Wymer’s attorneys had argued that the pole camera constituted an illegal, warrantless search because it allowed investigators to see around-the-clock activity at Wymer’s business, S&D Recycling and Automotive on Sterling Street -- activity they contended could not be viewed from the ground.
Judge Carr said in his opinion that the video camera was not installed on Wymer’s property and therefore was not “trespassory.” The camera was not trained on a residence but on commercial property where there is “a diminished expectation of privacy.” The judge also said Wymer had not tried to shield the property from the public view.
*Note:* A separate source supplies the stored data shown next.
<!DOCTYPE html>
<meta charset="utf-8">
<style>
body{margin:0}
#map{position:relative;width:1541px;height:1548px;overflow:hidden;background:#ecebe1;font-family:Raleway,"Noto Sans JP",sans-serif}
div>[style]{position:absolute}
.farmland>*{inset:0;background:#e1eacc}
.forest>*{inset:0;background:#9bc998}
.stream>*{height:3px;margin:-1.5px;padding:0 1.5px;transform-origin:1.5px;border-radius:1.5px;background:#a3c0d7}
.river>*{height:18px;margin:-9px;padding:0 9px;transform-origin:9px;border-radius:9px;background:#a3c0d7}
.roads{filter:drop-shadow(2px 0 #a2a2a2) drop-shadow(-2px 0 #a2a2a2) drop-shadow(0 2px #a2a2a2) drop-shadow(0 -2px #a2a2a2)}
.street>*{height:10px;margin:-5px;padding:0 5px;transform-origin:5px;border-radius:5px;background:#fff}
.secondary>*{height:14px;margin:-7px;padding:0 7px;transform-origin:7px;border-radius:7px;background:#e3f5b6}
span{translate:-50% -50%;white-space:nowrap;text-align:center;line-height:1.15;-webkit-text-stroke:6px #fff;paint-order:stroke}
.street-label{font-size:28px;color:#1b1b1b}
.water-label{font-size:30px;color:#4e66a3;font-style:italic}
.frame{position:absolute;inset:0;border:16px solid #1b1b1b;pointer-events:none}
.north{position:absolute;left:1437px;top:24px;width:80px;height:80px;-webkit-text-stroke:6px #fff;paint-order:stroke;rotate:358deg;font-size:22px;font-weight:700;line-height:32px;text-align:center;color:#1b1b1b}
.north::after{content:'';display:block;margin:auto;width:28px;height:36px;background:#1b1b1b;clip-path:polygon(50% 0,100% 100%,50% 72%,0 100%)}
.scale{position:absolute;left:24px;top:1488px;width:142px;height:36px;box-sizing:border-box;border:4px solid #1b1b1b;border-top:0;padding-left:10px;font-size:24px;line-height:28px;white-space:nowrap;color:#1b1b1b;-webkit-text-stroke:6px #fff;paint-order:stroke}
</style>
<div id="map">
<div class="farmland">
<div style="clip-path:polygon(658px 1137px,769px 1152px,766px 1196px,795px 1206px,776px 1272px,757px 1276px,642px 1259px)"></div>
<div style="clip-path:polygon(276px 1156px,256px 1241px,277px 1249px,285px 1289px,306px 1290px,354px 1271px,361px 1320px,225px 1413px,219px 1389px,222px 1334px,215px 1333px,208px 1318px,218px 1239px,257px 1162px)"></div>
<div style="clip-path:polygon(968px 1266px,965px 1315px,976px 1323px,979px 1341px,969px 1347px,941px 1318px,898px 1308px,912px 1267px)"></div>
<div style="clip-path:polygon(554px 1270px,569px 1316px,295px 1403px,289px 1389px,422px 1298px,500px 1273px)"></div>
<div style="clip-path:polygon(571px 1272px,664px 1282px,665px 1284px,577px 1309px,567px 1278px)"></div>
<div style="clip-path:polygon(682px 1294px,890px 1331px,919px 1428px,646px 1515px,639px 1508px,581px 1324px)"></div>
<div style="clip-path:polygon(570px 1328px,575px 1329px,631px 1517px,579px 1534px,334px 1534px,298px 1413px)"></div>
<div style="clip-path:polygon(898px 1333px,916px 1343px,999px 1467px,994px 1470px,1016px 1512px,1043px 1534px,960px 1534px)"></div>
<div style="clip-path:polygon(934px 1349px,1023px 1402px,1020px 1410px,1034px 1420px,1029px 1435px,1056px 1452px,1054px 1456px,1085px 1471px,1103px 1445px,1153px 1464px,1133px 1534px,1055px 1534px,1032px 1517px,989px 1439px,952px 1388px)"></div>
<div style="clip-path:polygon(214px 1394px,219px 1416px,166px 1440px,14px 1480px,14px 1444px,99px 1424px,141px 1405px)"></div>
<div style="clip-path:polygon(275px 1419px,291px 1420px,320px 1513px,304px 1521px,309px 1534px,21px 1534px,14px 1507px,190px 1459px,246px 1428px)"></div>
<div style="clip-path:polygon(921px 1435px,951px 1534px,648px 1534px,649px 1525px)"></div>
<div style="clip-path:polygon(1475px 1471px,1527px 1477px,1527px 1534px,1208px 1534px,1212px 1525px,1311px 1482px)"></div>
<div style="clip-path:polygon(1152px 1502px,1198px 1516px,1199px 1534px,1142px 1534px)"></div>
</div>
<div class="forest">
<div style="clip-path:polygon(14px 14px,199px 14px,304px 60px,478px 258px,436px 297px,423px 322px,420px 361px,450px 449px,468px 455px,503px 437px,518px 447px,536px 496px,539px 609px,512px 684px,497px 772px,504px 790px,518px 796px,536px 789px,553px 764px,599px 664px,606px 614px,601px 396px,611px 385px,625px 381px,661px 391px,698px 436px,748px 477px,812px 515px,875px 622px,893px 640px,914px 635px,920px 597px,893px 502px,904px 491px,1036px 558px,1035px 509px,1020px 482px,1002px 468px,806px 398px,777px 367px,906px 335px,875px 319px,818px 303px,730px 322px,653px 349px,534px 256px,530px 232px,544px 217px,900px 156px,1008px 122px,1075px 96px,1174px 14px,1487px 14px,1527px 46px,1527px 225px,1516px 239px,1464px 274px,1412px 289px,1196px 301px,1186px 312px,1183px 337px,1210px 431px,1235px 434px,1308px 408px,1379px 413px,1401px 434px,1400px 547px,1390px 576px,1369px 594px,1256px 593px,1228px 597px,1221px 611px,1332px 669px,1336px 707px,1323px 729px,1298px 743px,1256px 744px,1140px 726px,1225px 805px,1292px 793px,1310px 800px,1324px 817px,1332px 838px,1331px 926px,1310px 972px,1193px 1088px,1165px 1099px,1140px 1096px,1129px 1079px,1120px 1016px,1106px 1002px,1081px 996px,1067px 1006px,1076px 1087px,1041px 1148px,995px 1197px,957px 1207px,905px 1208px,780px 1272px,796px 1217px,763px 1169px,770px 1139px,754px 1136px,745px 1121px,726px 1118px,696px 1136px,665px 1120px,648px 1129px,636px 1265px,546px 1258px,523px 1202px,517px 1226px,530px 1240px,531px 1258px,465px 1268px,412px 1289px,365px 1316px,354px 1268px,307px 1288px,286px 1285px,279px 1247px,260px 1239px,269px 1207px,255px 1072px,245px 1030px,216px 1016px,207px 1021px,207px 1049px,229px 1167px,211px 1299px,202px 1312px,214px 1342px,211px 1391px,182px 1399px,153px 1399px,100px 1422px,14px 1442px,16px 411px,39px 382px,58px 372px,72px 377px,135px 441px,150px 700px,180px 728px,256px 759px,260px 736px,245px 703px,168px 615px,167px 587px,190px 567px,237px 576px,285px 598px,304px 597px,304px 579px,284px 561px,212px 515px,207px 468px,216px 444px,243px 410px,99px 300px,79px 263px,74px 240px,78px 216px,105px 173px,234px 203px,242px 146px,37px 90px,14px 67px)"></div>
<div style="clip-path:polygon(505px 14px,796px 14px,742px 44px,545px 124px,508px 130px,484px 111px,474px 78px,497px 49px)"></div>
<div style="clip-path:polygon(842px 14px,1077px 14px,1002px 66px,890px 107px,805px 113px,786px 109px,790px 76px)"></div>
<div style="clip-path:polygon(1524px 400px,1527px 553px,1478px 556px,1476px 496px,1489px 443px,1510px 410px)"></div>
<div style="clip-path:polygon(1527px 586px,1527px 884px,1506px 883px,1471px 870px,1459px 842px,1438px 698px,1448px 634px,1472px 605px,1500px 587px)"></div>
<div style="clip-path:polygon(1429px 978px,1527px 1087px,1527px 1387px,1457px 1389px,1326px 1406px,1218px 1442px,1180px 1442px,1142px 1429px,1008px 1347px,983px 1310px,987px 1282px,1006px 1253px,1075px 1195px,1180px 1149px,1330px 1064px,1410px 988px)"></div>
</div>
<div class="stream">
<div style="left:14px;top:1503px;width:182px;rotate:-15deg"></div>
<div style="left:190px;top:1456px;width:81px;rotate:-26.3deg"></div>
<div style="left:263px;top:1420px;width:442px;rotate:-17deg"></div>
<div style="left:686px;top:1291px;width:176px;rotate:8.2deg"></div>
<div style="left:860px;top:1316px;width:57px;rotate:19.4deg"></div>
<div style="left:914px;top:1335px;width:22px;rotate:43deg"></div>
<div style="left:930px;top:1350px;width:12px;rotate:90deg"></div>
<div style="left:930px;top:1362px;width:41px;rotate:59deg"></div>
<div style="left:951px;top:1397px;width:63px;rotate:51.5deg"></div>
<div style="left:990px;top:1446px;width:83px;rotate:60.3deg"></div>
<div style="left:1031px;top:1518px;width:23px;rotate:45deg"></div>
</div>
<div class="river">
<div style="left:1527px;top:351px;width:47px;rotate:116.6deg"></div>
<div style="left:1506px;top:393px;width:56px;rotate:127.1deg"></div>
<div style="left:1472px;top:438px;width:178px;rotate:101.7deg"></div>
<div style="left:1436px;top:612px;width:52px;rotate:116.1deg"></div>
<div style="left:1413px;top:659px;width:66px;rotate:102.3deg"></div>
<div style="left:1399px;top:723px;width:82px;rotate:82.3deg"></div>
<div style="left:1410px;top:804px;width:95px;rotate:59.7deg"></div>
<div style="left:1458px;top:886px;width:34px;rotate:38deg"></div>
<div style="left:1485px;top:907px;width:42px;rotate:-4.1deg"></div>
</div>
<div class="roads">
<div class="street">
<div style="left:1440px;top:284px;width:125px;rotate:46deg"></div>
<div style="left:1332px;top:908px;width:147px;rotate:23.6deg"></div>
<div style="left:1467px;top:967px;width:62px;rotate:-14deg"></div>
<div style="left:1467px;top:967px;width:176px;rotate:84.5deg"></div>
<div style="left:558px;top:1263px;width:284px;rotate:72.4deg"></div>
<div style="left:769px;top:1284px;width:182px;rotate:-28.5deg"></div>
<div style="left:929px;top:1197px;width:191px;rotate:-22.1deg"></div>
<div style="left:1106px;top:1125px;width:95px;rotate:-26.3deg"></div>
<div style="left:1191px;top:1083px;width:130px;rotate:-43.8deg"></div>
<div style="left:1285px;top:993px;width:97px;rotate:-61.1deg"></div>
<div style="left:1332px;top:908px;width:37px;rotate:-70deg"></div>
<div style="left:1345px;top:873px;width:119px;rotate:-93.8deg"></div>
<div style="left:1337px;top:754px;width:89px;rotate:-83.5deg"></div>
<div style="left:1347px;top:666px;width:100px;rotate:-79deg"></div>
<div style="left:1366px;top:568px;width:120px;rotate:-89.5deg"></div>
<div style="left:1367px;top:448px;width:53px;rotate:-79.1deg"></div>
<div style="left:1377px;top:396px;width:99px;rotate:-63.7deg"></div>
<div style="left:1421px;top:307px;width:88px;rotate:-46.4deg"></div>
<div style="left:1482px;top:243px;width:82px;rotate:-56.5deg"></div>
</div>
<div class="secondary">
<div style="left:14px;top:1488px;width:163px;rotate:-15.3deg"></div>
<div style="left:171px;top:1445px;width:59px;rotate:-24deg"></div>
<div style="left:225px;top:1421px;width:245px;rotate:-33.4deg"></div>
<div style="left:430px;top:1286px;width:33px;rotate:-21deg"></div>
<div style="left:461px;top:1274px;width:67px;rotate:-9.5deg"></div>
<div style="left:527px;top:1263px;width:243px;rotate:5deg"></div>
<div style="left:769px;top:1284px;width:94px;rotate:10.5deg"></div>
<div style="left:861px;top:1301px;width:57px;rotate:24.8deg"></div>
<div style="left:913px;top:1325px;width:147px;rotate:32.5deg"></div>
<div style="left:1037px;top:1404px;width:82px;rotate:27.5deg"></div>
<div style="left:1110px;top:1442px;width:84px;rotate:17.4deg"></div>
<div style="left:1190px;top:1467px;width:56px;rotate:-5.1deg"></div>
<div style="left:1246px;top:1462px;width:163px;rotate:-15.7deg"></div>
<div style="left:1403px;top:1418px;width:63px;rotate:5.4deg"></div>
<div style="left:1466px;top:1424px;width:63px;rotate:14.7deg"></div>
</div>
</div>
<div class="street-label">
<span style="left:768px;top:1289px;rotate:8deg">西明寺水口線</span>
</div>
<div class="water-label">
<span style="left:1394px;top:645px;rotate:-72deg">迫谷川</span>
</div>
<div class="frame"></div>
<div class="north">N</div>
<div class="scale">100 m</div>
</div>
“I find Wymer so completely exposed his property to public view to preclude his claim of a reasonable expectation of privacy in whatever activities he conducted there,” Judge Carr wrote.
Defense attorney John McMahon noted the judge’s reluctance to deny the motion, but said it was based on “the physical facts of the property” blended with the law.
In a related matter, Judge Carr granted a motion by U.S. attorneys to sever the trials of the remaining defendants. Wymer and co-defendants Robert Debolt, Jr., and John Debolt, are to go to trial Sept. 22, while the others — Terry Wymer, Gary Wymer, and Anthony Wymer — now are set for trial Oct. 6.
In requesting separate trials, prosecutors said many of the defendants had made statements implicating themselves or others. Citing what is known as the “Confrontation Clause,” they said they could not legally introduce statements made out of court by a non-testifying defendant if that defendant had implicated a co-defendant standing trial.